The Barista Express comes with a decent kit of accessories; many machines come with almost nothing so this is rather refreshing.

  • Dual Wall – Single Shot Filter
  • Dual Wall – Double Shot Filter
  • Single Wall – Single Shot Filter
  • Single Wall – Double Shot Filter
  • Portafilter
  • Frothing Jug
  • Froth Enhancer
  • Steam Wand Tip
  • Cleaning Tool
  • Hexagon (Allen) Key
  • Coffee Spoon
  • Bean Hopper
  • Bean Hopper Lid
  • Tamper
  • Cleaning Brush
  • Drip Tray
  • Drip Tray Grille
  • Storage Tray
  • Rubber Cleaning Disc
  • Espresso Machine Cleaning Tablets
  • Water Tank
  • Charcoal Water Filter Holder Handle
  • Charcoal Water Filter
  • Charcoal Water Filter Mesh



The Barista Express weighs in at 24.7 pounds which is nice; this should keep the machine from doing the aforementioned, dreaded countertop slide.


The water tank holds 67 oz. and features a charcoal filtration system. The bean hopper holds 8 oz. of beans.

*Note- I read a couple of times that the hopper would benefit from walls that were a little “steeper” as the beans sometimes do not gravity feed as well as they could.


The pump is listed as 15 bar designed and made in Italy. This should be more than capable for our purposes.


Their site only says stainless steel housing. Shame really, I’d like to know more about that switchgear and hopper. The buttons and dial on the side appear to be stainless, but I’m not sure. I’d also like to know if the bean hopper is made of glass or plastic and if the cover of the draw pressure gauge is glass or plastic as well. To me these things play a big role in quality.

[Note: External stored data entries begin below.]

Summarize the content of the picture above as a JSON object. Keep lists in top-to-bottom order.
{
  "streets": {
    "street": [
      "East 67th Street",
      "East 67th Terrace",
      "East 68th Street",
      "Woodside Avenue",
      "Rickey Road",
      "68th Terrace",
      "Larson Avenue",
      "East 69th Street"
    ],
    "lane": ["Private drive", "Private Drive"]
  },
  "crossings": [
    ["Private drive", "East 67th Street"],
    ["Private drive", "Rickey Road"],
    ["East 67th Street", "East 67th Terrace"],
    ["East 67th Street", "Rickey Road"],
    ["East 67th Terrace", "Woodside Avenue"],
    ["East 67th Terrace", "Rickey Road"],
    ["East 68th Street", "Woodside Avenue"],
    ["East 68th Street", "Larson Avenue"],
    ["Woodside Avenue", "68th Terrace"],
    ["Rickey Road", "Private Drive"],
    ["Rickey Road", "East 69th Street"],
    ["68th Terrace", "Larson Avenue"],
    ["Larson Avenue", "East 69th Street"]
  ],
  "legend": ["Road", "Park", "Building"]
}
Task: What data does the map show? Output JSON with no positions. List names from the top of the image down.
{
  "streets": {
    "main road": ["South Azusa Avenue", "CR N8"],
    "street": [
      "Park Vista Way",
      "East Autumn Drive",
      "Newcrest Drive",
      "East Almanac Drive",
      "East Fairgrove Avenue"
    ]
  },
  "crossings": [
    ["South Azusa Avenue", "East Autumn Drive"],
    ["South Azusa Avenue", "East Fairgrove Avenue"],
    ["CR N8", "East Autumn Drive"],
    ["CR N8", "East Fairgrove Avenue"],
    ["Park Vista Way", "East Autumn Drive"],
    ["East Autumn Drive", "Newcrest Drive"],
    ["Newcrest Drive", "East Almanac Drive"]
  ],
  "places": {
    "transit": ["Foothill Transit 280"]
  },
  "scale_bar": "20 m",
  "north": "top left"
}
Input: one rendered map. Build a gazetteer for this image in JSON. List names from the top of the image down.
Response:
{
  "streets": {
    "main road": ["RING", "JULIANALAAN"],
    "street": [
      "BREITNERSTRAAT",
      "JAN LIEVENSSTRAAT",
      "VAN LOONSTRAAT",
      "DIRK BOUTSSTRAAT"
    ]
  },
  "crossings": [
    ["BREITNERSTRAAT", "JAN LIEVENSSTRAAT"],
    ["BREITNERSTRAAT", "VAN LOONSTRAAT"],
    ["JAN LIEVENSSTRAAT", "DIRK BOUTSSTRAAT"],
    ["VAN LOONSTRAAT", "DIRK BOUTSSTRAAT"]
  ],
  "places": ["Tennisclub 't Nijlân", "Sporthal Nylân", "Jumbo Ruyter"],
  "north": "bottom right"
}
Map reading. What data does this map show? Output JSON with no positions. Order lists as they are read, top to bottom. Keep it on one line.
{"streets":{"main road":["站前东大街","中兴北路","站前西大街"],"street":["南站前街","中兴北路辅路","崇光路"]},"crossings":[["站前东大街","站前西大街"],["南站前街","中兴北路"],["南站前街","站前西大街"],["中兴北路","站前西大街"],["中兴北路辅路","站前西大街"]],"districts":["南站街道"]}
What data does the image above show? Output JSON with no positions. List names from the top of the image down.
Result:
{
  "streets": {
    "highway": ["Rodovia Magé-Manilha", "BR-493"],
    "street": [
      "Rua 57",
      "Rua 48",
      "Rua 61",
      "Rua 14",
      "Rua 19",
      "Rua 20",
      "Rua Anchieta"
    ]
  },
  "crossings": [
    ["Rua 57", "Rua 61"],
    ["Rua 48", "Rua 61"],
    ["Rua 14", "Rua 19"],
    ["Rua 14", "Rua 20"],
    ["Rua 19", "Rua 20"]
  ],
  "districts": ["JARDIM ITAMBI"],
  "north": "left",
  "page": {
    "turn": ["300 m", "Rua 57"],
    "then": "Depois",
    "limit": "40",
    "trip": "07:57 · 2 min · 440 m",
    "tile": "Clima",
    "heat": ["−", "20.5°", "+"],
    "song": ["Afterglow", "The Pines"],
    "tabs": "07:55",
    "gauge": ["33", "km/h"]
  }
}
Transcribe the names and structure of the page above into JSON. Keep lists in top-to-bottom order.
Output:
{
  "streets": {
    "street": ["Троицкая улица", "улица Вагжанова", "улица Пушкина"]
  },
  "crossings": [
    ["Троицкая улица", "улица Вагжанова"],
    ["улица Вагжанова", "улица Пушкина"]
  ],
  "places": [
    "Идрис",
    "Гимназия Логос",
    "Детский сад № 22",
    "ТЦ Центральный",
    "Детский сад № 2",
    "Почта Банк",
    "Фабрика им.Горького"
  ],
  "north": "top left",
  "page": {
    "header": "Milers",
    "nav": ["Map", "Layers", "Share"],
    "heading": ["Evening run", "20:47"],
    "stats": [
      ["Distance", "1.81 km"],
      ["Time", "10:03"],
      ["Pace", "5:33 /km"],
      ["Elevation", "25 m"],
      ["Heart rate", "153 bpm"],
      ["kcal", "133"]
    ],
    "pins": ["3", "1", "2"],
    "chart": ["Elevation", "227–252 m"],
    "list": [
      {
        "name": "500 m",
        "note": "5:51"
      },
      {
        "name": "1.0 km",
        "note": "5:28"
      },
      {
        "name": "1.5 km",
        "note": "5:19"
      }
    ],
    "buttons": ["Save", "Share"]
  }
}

The Barista Express measures in at H 13 1/4” W 11 1/2” D 14 1/2” placing it in the mid-size category.

*NOTE- In depth specs on this machine are not available.


As usual, my research showed that Amazon have the best deal


In reviewing what has been written here I want to emphasize that the opinions of those who own this machine are objective. The overwhelming opinion is that it is a four to five star product capable of espresso and associated beverages that rival anything else, and while there are some quirks, I can’t help but root for this machine.

The Breville Barista Express is countertop jewelry; works very well, is useable by both the beginner and the experienced enthusiast and is relatively affordable. You may have noticed, or maybe you haven’t, but I am a little picky when it comes to espresso makers, and I am in fact in the market for a new one.

Therefore, suspicions appeased, and artsy design confirmed (did I mention that gauge?) this could be my next maker.